** Task description **
Copy out all lines of the records in which the word "service" appears.

= = = = = = =

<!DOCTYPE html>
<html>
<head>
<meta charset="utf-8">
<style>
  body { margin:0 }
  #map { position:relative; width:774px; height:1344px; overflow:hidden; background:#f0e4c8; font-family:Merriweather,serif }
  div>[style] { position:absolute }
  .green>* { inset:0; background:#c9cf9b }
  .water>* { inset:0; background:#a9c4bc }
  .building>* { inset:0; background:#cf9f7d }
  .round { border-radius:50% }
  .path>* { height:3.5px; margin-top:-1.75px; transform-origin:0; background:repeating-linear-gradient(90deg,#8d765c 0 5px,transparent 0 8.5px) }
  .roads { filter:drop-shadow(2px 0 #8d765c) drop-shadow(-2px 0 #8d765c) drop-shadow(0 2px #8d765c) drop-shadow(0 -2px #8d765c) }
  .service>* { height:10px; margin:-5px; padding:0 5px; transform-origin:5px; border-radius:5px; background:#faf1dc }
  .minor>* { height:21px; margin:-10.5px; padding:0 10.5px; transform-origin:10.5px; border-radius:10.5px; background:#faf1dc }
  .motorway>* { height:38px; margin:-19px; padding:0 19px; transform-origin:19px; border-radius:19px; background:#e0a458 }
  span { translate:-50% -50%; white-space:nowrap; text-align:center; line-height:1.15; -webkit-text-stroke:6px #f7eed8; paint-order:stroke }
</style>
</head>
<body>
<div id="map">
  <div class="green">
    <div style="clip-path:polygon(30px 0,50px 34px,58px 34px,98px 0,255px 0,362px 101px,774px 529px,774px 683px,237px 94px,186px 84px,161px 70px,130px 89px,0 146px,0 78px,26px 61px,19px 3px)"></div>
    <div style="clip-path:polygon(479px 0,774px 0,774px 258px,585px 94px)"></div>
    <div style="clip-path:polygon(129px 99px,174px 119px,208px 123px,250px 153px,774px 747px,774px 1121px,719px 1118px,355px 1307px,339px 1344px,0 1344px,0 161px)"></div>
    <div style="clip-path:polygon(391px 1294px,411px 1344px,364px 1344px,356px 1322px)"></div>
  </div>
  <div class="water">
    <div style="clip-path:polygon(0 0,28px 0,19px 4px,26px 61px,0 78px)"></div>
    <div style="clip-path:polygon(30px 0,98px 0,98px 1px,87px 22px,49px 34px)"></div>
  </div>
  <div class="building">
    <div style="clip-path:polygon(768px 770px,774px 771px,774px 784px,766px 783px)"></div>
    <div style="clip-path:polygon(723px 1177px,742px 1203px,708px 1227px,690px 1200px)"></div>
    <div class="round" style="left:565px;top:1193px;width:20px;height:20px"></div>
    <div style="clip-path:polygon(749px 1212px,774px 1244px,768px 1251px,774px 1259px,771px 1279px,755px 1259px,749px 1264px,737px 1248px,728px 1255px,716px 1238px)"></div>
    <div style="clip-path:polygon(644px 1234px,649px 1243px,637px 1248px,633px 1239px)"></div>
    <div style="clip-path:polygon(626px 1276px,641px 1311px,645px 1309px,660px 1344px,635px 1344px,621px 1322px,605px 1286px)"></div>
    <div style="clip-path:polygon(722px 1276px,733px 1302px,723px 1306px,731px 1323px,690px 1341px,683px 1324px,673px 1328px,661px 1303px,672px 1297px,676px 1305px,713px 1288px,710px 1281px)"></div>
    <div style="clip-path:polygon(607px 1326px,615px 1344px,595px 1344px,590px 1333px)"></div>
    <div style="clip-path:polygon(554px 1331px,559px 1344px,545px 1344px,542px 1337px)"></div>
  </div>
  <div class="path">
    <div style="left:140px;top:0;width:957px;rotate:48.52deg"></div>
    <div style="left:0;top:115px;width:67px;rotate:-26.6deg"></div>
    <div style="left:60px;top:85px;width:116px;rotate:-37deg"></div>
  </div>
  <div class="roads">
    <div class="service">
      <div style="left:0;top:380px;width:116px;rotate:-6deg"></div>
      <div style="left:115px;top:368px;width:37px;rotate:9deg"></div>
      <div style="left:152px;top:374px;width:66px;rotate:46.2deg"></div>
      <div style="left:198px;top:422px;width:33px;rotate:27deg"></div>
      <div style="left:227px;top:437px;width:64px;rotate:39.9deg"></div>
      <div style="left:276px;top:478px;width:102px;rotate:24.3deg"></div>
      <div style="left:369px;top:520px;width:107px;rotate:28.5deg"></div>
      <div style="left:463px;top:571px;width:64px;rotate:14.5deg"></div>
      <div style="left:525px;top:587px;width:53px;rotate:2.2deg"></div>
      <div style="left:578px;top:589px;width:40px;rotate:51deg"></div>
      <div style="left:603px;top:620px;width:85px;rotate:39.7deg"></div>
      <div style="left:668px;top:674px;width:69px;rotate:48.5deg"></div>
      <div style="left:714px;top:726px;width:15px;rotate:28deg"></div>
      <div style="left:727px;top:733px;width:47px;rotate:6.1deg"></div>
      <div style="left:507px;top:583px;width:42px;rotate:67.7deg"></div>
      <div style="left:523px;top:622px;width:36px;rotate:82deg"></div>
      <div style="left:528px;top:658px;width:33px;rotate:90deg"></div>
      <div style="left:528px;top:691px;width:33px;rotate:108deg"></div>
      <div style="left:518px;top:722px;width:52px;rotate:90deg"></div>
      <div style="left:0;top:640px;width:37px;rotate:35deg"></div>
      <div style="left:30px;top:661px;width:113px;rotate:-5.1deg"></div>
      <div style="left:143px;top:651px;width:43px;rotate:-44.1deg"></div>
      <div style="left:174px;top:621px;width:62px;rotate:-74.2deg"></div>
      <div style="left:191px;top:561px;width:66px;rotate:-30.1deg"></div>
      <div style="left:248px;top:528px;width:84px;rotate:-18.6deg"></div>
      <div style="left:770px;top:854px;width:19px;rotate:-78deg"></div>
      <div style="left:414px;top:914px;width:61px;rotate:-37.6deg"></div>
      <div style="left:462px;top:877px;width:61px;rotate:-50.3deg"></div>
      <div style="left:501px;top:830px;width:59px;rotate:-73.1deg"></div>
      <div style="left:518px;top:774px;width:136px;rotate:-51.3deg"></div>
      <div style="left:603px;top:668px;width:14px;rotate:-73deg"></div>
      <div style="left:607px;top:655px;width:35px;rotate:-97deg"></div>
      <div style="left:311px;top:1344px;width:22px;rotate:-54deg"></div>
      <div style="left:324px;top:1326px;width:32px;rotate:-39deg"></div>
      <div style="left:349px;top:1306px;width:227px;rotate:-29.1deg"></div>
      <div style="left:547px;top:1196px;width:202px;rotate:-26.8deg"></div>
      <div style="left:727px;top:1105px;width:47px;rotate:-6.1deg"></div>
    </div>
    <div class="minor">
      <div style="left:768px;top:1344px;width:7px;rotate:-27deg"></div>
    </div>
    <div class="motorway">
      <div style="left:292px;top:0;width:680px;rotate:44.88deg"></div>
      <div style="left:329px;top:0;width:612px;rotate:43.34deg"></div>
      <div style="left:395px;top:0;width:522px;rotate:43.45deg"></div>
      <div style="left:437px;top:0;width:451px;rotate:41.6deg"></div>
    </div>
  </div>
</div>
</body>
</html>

= = = = = = =

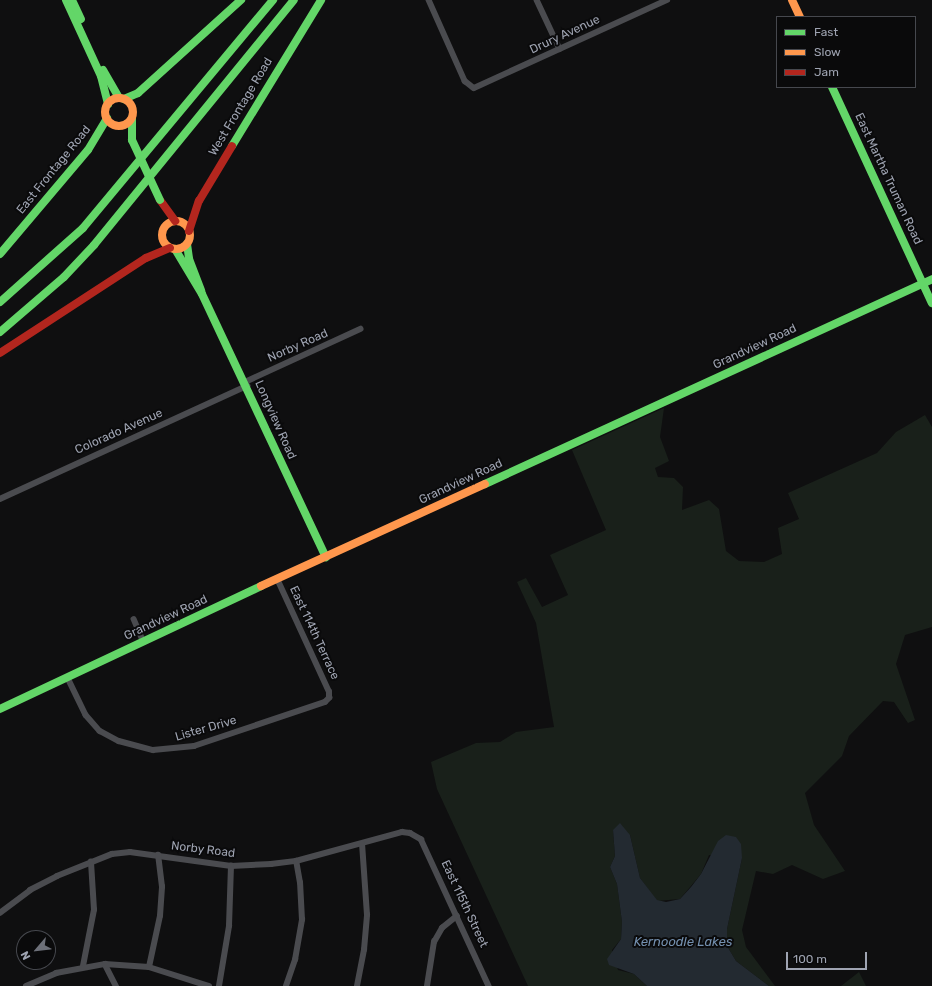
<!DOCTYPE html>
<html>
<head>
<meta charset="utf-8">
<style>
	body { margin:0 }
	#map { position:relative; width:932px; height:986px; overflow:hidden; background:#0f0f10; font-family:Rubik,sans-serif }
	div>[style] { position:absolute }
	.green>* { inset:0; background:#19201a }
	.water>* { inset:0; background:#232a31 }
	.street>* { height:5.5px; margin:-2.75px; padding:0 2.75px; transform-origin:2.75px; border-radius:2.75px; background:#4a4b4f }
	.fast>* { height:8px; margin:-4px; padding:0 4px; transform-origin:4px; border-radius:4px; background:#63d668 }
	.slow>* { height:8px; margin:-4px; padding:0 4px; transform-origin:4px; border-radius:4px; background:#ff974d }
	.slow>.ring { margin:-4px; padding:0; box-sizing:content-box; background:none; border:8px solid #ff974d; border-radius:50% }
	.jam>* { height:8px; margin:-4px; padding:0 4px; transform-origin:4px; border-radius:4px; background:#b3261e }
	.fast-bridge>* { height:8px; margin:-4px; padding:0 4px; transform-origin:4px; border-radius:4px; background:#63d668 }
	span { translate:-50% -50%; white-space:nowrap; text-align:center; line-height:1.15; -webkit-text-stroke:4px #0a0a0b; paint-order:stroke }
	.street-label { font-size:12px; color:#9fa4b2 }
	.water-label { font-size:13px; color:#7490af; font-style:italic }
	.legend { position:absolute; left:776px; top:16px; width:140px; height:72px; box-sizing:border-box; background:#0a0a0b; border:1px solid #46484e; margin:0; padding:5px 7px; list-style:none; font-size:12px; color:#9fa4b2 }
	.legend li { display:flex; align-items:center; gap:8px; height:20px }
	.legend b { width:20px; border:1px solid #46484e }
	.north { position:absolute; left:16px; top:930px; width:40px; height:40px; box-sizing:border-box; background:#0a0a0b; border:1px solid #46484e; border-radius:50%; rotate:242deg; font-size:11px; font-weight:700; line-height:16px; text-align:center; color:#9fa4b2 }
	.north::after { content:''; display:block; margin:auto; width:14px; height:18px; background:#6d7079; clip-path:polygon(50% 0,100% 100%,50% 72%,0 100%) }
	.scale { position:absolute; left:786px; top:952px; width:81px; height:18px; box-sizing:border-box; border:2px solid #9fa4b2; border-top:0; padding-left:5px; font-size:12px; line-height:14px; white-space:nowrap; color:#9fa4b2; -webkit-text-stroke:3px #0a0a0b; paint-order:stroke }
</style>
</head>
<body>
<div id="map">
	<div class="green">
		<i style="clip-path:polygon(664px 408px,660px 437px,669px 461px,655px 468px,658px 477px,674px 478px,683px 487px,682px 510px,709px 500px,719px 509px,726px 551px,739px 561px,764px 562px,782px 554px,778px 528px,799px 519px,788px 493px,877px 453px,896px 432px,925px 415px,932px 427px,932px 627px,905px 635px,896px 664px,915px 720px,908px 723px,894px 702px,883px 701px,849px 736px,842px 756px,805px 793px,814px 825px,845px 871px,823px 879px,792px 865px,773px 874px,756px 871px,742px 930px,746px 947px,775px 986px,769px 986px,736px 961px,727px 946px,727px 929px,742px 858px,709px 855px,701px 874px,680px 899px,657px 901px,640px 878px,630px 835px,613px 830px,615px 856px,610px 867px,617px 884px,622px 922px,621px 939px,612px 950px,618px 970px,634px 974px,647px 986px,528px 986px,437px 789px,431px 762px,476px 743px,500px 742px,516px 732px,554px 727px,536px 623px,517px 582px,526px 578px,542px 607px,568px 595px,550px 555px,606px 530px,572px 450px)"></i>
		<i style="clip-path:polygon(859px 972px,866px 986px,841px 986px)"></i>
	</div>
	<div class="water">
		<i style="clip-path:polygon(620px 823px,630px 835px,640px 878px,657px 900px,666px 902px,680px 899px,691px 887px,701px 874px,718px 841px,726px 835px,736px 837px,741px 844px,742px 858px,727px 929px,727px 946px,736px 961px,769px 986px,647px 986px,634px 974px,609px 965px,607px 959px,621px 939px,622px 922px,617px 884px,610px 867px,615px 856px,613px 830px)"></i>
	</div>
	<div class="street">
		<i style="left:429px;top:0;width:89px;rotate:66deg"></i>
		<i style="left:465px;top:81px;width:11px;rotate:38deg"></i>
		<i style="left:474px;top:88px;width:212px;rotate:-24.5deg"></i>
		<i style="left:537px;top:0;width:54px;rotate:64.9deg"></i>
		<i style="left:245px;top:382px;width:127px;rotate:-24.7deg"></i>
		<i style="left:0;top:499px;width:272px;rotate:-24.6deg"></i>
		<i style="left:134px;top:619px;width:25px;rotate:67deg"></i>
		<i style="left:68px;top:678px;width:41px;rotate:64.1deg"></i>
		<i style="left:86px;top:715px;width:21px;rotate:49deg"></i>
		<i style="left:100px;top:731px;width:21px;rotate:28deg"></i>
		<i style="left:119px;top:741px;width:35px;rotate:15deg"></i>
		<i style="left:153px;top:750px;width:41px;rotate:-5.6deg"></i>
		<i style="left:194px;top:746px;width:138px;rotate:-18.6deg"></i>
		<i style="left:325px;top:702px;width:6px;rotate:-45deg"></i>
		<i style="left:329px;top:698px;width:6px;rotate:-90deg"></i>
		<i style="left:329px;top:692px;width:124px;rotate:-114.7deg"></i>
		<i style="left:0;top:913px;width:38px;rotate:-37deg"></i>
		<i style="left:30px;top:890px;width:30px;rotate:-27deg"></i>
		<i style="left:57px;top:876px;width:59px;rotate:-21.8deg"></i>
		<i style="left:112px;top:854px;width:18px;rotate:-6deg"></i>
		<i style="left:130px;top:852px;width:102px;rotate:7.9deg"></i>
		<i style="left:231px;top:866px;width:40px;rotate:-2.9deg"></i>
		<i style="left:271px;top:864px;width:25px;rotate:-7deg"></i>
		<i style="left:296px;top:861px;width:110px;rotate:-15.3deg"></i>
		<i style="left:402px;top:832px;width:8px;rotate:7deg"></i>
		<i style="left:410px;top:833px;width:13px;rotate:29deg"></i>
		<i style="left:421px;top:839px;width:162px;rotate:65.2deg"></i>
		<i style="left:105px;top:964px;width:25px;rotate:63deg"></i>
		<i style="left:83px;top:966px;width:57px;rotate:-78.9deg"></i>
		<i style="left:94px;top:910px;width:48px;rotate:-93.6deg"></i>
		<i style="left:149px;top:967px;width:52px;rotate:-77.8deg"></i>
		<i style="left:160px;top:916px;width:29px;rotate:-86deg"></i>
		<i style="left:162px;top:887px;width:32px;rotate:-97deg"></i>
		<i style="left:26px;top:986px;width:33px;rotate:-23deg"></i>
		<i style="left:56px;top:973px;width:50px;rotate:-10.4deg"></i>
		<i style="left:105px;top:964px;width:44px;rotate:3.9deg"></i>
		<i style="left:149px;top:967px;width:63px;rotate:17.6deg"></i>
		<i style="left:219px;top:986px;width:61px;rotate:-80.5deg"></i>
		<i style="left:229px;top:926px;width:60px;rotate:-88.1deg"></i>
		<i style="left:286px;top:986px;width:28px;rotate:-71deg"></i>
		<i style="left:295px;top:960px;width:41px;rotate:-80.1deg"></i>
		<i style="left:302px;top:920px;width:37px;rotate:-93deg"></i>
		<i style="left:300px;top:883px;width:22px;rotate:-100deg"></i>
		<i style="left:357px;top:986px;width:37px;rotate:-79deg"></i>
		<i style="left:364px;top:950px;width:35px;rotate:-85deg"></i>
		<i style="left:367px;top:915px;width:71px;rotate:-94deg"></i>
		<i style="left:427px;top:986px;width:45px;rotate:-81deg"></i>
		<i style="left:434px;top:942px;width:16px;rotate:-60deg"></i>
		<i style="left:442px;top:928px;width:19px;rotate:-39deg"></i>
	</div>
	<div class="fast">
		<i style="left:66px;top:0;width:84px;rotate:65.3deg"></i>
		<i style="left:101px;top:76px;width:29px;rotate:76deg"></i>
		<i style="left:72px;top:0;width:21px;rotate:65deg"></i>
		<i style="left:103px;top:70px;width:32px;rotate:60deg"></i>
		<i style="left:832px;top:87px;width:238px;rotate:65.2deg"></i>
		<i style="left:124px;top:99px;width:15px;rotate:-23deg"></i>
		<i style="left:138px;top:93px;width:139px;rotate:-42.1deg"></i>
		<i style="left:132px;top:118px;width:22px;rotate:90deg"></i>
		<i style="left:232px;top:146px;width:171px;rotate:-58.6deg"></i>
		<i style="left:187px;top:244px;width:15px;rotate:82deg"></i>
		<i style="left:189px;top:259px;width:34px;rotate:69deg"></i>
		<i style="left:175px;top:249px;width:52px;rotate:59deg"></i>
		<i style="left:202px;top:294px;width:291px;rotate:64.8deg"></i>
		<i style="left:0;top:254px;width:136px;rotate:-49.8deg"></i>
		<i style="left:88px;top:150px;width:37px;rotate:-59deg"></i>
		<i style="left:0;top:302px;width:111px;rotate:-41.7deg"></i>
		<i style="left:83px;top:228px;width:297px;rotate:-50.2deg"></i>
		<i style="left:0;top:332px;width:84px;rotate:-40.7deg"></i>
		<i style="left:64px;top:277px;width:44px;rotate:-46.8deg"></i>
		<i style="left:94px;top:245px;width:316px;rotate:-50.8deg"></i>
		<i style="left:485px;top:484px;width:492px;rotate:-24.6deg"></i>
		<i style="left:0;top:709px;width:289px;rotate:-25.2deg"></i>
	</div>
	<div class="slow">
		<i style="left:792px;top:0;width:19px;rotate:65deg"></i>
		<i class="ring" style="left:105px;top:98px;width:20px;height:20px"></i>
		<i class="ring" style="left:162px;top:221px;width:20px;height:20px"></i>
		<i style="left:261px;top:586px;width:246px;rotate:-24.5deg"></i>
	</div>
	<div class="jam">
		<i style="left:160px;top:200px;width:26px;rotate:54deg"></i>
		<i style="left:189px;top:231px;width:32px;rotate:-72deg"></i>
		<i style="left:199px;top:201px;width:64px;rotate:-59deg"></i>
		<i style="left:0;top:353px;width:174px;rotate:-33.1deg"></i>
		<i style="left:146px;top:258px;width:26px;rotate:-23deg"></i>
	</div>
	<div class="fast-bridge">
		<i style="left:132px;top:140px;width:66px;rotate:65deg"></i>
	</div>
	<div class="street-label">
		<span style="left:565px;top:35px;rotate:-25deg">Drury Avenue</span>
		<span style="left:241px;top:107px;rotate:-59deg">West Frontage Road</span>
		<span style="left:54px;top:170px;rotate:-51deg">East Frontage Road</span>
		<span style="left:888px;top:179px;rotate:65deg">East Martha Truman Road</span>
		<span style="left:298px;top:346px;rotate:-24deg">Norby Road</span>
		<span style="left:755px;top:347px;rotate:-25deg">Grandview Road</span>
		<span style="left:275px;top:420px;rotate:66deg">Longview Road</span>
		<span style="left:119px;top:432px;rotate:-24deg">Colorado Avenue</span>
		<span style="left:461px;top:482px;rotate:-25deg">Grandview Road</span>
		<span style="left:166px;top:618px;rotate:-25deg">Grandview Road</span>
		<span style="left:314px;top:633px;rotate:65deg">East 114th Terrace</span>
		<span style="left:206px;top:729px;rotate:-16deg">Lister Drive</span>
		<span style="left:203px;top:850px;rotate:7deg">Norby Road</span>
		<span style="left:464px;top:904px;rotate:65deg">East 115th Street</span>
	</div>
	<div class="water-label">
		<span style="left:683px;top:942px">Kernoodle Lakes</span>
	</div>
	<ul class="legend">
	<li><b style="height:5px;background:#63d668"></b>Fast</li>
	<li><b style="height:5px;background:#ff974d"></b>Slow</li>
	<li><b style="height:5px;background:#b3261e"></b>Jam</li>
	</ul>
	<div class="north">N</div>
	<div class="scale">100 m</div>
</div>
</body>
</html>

= = = = = = =

** Problem solution **
  .service>* { height:10px; margin:-5px; padding:0 5px; transform-origin:5px; border-radius:5px; background:#faf1dc }
    <div class="service">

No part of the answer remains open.